The CNMI struggled economically after the garment industry disappeared, but around 2013 began a process to legalise gambling and the construction of a casino. An exclusive license was issued to Imperial Pacific, a company based in Hong Kong but owned by a mainland Chinese family, which then hired multiple Chinese construction firms to build the casino and hotel in Saipan. The firms employed very few local construction workers; instead importing thousands of workers from China.
The Use and Abuse of Chinese Workers
Lee’s depiction of Chinese construction projects in Zambia shares many parallels with the situation in Saipan. Lee noted how the Chinese state or banks financed these projects (usually through loans) and then the contracts went to Chinese firms. Many central state-owned enterprises (SOEs) established profit-driven subsidiaries that sought out overseas construction projects. They competed alongside a large number of privately-owned Chinese construction firms for these contracts.
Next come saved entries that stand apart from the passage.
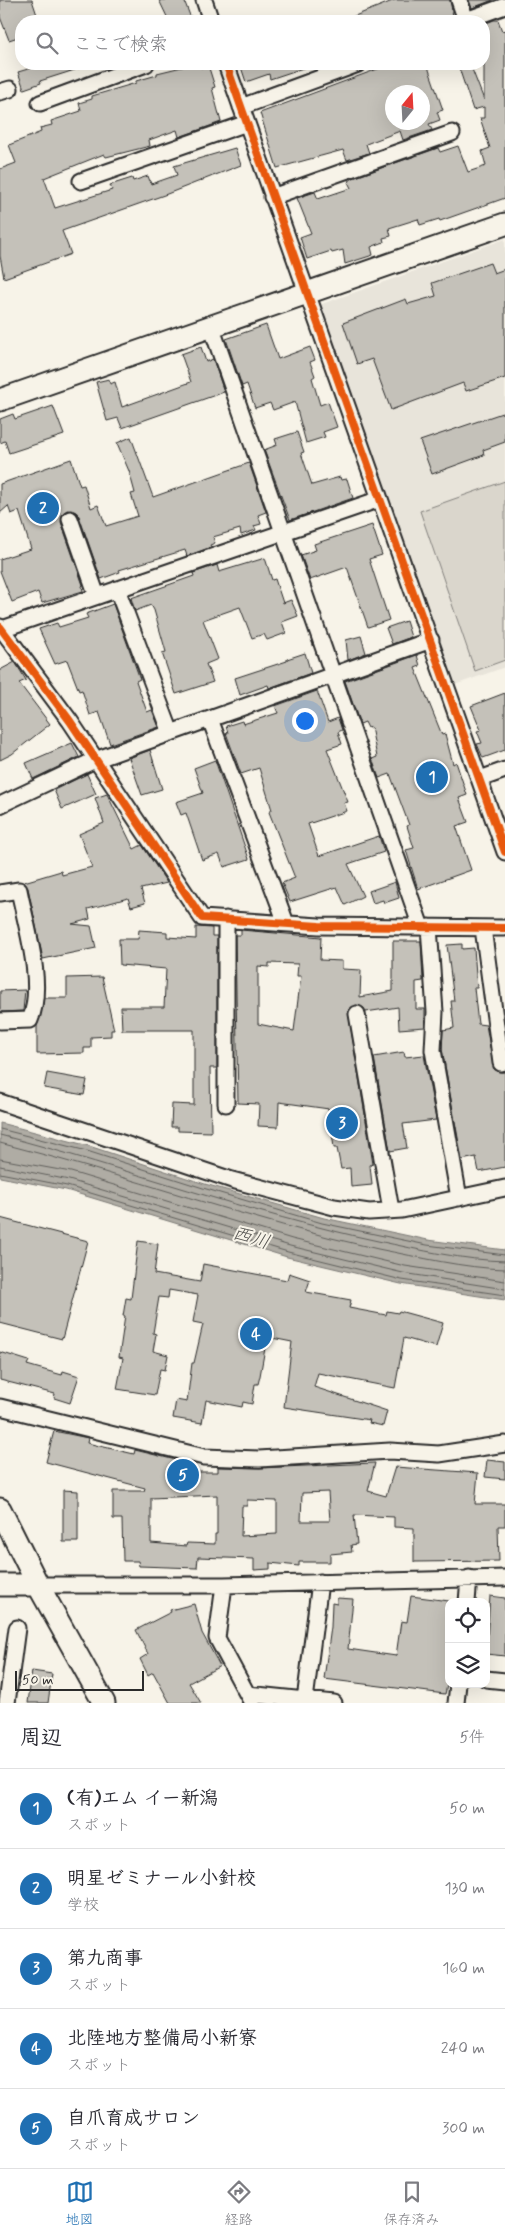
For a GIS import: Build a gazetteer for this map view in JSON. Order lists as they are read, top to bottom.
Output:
{
  "water": ["西川"],
  "scale_bar": "50 m",
  "north": "top",
  "page": {
    "search": "ここで検索",
    "pins": [
      "2",
      "1",
      "3",
      "4",
      "5"
    ],
    "scale": "50 m",
    "heading": ["周辺", "5件"],
    "list": [
      {
        "mark": "1",
        "name": "(有)エム イー新潟",
        "note": "スポット",
        "value": "50 m"
      },
      {
        "mark": "2",
        "name": "明星ゼミナール小針校",
        "note": "学校",
        "value": "130 m"
      },
      {
        "mark": "3",
        "name": "第九商事",
        "note": "スポット",
        "value": "160 m"
      },
      {
        "mark": "4",
        "name": "北陸地方整備局小新寮",
        "note": "スポット",
        "value": "240 m"
      },
      {
        "mark": "5",
        "name": "自爪育成サロン",
        "note": "スポット",
        "value": "300 m"
      }
    ],
    "nav": ["地図", "経路", "保存済み"]
  }
}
In the Saipan project, while the money came from a Chinese developer instead of a Chinese bank, the process was similar. Imperial Pacific hired as its general contractor a subsidiary of the Metallurgical Corporation of China (MCC), a central SOE mining conglomerate headquartered in Beijing. Other contractors included a subsidiary of Gold Mantis, a Suzhou-based firm traded on the Shenzhen Stock Exchange, and Nanjing Beilida, a privately-owned firm from Nanjing. At least four other Chinese companies, including privately-owned firms and provincial SOEs, had contracts related to the casino project.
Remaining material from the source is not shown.